Sometimes, it really seems like I'm the "Karen" of the group. I end up being the butt of the jokes The insults And they tend to ignore me. And (rea) likes to argue with me about everything. So that's just kinda fucked up. I mean, Kelly and Sara are bugged at the fact that I swear. But I don't really give a shit anymore, you know? Megan and Rachel seem to be the best at the moment. Rachel is so worried over things though, I'm amazed she's retaining any level of sanity. Especially with being friends with us. Deja is just always so sad. But then there is me, who wants to be in good with everyone. But like Saturday, at the dance, I was the odd man out. Sara was my "date" and andrea was rachel's "Date" so. I thought it kind of obnoxious I was the left out one. So I occupied myself by taking pictures of people. Most of whom I really don't even like. Dianna was gorgeous though.. But then again, damn that bitch she's always adorably pretty.
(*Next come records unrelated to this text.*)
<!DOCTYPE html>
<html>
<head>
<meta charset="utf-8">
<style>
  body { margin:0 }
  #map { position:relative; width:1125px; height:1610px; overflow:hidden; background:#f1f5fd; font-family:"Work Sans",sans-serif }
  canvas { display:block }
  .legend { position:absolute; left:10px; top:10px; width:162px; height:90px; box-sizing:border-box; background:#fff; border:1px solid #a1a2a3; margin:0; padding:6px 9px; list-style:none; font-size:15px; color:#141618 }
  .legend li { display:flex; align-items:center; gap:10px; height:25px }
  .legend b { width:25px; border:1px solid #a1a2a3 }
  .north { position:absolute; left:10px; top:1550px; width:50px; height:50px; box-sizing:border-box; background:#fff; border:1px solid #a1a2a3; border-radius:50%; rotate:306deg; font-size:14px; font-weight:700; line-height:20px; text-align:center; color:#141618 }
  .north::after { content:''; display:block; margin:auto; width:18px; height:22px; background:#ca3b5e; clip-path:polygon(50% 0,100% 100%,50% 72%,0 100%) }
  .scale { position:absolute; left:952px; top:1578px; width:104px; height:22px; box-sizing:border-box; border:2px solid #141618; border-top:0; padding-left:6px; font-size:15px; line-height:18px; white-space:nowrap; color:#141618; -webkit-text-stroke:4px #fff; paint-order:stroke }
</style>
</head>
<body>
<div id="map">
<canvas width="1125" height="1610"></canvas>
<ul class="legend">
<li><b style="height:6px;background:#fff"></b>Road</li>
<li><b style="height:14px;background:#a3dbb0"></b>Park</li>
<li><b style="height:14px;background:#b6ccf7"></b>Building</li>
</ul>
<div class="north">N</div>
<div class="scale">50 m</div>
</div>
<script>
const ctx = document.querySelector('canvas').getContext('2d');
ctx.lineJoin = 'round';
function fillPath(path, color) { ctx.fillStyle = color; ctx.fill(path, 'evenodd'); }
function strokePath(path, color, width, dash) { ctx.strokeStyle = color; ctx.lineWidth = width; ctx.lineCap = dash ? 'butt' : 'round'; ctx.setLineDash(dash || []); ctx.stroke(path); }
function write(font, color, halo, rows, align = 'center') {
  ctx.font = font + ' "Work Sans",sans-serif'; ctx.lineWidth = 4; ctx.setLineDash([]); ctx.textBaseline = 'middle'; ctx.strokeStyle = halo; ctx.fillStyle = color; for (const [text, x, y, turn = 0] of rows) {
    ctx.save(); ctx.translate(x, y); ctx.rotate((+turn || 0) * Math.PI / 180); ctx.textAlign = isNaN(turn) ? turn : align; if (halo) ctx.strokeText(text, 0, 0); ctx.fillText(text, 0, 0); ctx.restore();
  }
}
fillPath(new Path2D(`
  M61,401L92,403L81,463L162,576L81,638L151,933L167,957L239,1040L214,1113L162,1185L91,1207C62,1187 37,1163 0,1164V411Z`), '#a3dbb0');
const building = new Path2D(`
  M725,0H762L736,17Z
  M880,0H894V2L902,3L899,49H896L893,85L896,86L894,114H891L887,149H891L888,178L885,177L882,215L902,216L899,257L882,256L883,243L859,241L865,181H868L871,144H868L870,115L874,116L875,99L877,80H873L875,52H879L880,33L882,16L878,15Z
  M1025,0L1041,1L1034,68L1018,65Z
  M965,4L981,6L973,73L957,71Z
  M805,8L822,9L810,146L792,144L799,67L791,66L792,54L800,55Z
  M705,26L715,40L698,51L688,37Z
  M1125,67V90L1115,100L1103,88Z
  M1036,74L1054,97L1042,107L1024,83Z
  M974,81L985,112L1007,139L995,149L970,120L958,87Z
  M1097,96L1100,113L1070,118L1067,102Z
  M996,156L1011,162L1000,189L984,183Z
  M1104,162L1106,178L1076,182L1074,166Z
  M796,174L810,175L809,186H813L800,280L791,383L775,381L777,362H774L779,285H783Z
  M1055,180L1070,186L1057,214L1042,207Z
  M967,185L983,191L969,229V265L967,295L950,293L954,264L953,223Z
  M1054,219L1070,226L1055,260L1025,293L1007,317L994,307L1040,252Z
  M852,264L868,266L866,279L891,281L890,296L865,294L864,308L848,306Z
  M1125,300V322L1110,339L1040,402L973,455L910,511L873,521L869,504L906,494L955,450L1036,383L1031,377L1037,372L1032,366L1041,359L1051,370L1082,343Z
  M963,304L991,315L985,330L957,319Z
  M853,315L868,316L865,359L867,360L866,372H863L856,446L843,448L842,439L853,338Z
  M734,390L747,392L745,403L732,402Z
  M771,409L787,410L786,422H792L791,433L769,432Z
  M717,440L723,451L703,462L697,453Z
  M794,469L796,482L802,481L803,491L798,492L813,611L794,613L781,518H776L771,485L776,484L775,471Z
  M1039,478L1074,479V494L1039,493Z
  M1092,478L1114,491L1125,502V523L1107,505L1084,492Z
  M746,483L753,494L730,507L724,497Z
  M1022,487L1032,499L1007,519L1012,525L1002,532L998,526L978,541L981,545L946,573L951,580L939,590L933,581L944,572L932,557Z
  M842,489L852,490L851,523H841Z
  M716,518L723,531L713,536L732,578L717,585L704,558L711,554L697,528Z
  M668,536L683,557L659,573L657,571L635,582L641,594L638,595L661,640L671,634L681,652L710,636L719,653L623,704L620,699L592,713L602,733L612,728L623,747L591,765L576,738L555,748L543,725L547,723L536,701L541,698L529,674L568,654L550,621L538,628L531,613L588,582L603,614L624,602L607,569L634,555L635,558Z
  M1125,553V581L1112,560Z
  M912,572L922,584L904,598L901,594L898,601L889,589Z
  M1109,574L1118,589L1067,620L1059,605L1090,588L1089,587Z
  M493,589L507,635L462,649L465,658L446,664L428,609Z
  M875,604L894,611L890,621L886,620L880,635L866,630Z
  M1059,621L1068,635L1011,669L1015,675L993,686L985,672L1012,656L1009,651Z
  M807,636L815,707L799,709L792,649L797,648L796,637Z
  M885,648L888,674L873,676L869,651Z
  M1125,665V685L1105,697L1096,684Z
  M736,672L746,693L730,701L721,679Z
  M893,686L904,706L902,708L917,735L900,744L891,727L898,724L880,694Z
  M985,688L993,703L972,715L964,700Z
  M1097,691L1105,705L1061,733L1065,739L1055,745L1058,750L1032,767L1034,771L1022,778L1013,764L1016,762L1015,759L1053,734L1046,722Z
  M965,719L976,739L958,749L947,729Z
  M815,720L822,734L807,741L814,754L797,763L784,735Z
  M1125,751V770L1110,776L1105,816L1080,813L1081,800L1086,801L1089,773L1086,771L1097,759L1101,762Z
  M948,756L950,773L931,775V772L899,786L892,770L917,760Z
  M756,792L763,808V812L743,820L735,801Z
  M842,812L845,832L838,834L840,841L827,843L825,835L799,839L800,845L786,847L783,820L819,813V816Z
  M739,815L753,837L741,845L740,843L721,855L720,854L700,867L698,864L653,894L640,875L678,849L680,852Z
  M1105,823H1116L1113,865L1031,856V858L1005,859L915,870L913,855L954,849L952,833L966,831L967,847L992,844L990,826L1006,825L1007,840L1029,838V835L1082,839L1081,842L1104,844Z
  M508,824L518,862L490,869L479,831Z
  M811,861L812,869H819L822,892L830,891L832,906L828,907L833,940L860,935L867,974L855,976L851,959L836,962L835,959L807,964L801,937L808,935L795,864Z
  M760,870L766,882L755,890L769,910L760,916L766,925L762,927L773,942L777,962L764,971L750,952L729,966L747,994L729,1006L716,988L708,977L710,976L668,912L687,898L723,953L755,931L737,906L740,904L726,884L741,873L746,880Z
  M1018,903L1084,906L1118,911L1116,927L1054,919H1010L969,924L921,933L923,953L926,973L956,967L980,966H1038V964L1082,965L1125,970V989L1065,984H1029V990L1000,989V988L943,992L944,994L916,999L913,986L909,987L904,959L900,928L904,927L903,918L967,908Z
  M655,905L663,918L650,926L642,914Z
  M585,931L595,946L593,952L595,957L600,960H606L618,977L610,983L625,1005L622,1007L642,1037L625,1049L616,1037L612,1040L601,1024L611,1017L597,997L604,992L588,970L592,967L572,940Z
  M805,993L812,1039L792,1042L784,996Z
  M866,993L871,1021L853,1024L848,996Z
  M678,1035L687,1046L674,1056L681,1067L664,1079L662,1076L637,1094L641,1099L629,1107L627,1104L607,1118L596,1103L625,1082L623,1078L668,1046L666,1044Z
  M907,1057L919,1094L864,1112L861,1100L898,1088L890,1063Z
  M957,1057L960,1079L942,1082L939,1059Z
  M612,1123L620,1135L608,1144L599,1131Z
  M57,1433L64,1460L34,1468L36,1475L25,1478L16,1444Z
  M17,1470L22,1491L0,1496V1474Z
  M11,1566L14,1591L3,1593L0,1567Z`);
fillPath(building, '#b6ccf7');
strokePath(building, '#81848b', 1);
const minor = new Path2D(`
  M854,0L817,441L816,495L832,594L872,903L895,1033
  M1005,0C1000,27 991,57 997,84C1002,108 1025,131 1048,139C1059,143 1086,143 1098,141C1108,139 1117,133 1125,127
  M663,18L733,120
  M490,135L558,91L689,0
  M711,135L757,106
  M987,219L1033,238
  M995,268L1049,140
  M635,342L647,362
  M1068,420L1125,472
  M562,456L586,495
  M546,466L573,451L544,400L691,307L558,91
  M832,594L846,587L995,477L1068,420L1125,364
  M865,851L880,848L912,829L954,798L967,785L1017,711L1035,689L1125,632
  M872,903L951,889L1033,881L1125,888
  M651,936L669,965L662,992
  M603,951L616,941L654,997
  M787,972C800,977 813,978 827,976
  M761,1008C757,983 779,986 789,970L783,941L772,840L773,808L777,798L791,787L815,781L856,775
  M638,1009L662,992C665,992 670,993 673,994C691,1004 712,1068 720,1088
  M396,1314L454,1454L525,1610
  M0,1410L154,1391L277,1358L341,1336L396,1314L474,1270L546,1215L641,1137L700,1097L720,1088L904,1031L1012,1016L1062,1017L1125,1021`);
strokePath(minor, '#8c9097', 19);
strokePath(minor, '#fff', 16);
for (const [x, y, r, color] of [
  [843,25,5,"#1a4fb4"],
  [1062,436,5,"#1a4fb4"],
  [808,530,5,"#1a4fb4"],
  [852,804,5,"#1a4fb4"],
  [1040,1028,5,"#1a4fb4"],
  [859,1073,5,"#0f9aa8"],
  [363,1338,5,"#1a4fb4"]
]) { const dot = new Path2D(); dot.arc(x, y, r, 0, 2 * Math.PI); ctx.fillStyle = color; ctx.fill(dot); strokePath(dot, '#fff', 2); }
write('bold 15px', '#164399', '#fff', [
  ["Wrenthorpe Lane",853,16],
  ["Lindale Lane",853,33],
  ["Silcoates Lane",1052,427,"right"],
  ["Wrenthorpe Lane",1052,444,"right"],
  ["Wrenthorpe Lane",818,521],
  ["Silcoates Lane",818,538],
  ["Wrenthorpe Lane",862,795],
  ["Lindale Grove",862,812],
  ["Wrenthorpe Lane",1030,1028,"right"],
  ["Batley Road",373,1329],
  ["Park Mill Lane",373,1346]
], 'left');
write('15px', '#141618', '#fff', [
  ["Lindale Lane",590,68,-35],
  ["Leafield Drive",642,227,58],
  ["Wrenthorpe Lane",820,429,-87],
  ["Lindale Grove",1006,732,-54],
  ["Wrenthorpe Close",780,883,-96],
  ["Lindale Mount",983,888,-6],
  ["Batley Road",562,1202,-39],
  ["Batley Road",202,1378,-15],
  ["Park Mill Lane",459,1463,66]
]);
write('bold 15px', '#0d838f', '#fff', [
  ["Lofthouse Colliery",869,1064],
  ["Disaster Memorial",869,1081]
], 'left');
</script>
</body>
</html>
Graduation is coming. I am sad, but happy. Sad because it marks the end of an era. Nobody will be demanding I wake up in September. Happy because it means I'll be out of there. But I don't want to lose my friends. I hate feeling needy, but they make me feel like a piece of shit just for asking for a ride home. And I'm sure I'll never hear the end of it about how I didn't go to the AP psych review today. ("just because I didn't want to walk home.) Okay. It's two miles... almost. But when you're by yourself, and it's 40 degrees outside when you have friends who went too, and you live on their way and they say "no I can't take you home I have to go to work," That's just kind of fucked up. Like just stopping across the street in your straight little path is going to make you eternally late. Especially when you claim that we're all Bffs. Yeah whatever. Forever doesn't exist. Not really. But I can't get into that or I'll never freaking get to sleep, you know. I really should stop, but I can't find the strength to write it all down, typing is so much easier. Nobody even really said thank you to my mother after she was the driver for us all over hell and took us all to village inn for pie. Nope. No "thanks sarah's mom" or "wow I really appreciate this" Nothing. I'm seriously shocked. But oh well. Focus on my studies and pretty soon I'll have failed the AP tests and will put on a fake smile at graduation. Fuck the party. Nobody would come anyway.